Comprehensive and Comparative List of Feature Store Architectures for Data Scientists and Big Data Professionals
Introduction & Motivation – Why Feature Store
Feature store has become an important unit of organizations developing predictive services across any industry domain. Some of the earlier challenges in deploying ML solutions at scale involves :
- Developing and maintaining customized systems by individual teams with little or no coordination.
- No collaborative system for sharing features for similar type ML models (models from a similar domain or models addressing. same business use-cases or customer domains).
- Increased cognitive burden without the proper scope of scalability
- Limited integration with big-data ecosystems.
- Limited scope for model retraining, comparison, model governance, and traceability, limiting agile development life-cycle.
- Difficult to track and retrain model which exhibits seasonality
To overcome the above limitations, Architects. Data scientists, Big Data, and Analytics professionals have felt the necessity to walk under one roof with one unified framework to facilitate easier collaboration, sharing of data, results, reports.
Departments, teams and organizations shared some of the similar notions of Feature Engineering:
- Feature Engineering is expensive and amortization happens over time and across models.
- The increase in cost is non-linear/exponential with the increase in the number of features.
- Triggers/Alerts due to addition/removal of feature is high.
- Most often dependencies are not documented/tracked which results in an increase of implicit and explicit dependencies getting added over time.
While sharing a similar opinion, it became easier to come together and create a Unified Framework called Feature Store. This would enhance the speed of ML model deployment life-cycle along with the creation of proper documents, required version analysis, and model performance in order to save time and effort.
In this blog, we highlight on the features supported by different Feature Store frameworks, that are primarily developed by different leading industry giants.
Advantages of Feature Store
- Ability to re-use and discover features between teams across the organization.
- Features should be governed by adding features like access control and versioning.
- Ability to precompute and automatically backfill features — including online computation and offline aggregation
- Helping to create a collaborative environment between data scientists and big data engineers
- Save effort and cost by sharing not only features but also related artifacts, documents, marketing insights of models developed from these features.
- Enable consistency between training and serving.
Michaelengelo From Uber
Michaelangelo – a framework developed by Uber that allows feature integration/joining in both offline and online pipelines.
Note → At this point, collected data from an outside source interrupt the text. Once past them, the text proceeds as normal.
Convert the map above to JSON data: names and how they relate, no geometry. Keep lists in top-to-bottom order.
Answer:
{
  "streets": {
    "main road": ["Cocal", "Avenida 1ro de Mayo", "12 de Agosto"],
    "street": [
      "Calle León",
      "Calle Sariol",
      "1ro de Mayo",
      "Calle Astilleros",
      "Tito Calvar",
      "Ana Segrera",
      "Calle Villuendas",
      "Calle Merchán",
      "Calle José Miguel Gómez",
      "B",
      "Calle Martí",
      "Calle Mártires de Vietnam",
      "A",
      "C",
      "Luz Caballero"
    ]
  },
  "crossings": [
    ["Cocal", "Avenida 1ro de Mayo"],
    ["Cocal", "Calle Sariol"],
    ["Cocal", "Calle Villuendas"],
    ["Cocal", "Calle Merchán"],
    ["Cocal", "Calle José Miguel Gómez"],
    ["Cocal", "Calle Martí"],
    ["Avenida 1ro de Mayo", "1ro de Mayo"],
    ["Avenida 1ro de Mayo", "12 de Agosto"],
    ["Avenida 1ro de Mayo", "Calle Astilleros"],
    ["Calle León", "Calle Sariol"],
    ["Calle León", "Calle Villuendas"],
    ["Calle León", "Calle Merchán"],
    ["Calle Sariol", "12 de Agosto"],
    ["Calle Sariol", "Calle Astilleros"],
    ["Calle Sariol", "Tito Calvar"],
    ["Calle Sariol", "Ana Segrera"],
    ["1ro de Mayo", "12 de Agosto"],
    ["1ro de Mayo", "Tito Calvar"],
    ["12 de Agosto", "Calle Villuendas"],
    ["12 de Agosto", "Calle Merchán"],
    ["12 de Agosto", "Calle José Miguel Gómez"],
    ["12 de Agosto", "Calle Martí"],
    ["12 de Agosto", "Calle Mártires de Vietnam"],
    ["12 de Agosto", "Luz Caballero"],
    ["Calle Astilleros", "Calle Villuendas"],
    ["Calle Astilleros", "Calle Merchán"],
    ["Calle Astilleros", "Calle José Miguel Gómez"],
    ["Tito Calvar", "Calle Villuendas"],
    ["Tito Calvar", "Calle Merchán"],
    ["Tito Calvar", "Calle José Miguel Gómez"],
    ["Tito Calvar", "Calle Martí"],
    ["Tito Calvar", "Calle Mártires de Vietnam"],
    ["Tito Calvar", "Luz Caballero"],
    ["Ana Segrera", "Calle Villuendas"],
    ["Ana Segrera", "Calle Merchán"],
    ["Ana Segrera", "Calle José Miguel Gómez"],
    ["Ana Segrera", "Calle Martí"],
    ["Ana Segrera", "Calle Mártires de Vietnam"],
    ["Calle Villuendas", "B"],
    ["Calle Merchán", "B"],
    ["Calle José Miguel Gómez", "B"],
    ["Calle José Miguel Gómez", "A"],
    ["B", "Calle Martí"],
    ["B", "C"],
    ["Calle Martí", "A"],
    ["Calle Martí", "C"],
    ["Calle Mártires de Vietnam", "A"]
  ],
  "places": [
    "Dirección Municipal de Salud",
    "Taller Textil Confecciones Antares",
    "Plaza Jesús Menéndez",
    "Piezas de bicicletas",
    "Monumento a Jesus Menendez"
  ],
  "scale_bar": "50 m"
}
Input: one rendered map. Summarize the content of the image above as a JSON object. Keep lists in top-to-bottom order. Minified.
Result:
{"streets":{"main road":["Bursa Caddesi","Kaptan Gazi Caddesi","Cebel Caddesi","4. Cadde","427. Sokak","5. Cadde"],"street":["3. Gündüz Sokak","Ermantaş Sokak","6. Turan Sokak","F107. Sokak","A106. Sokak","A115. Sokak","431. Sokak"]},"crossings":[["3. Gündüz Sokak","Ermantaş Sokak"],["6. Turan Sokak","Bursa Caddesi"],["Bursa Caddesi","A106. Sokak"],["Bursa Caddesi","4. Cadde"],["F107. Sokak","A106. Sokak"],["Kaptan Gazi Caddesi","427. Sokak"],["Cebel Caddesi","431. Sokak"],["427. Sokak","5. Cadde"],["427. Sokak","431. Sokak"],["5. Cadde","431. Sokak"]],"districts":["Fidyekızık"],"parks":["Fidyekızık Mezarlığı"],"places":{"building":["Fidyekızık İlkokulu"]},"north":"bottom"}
Here Hive (Offline) and Cassandra (Online) acts as the main storage unit for raw/transformed features. It provides a horizontally scalable multi-tenant architecture for multiple models with suitable scaling and monitoring. Training jobs can be configured and managed through a web UI or an API, via Jupyter notebook.
It further provides options to define hierarchical partitioning schema to train models per partition, that can be deployed as a single logical model. This provides easy bootstrapping and helps to overcome challenges when several models need to be trained based on the hierarchical structure of the data.
At runtime during serving, it finds root to the best model for each node. Further its best known for its ability to support continuous learning, providing integration with AutoML, along with its support for distributed deep learning.
Feast Feature Store
Google released Feast which is primarily built around Google Cloud services: Big Query (offline) and Big Table (online) and Redis (low-latency), with Apache Beam for feature engineering. It allows a clear separation between big data and model development. This online predictive service allows feature sharing among teams with strong consistency between model training and serving.
Further Feast comes with centralized feature management, discovery, feature validation, and feature aggregation. The feature columns reside inside wide-entity tables. In addition, the composite entities separate individual features.
Wix Feature Store
Wix provides a platform for feature-sharing across different ML models for both batch and real-time datasets. It supports a pre-configured set of feature families on the site and user-level for both training and serving models. The different stages of data management, model training and deployment are marked and show in the figure above. It further uses S3 to store real-time extracted features.
FeatureStore from Comcast
The Feature Store developed by Comcast helps data scientists to reuse versioned features, upload online (real-time)/streaming data, and review feature metrics by models. The product is available in multiple pluggable feature store components. The built-in model repository contains artifacts related to data pre-processing (normalization, scaling) displaying the required mapping to the features needed to execute the model. Further, the architecture is built using Spark on Alluxio (open source data orchestration layer that brings data close to compute for big data and AI/ML workloads in the cloud), S3, HDFS, RDBMS, Kafka, Kinesis. The Model deployment with Kubeflow helps to build a resilient, highly available distributed systems with support for rate-limiting, shadow deployments, and auto-scaling.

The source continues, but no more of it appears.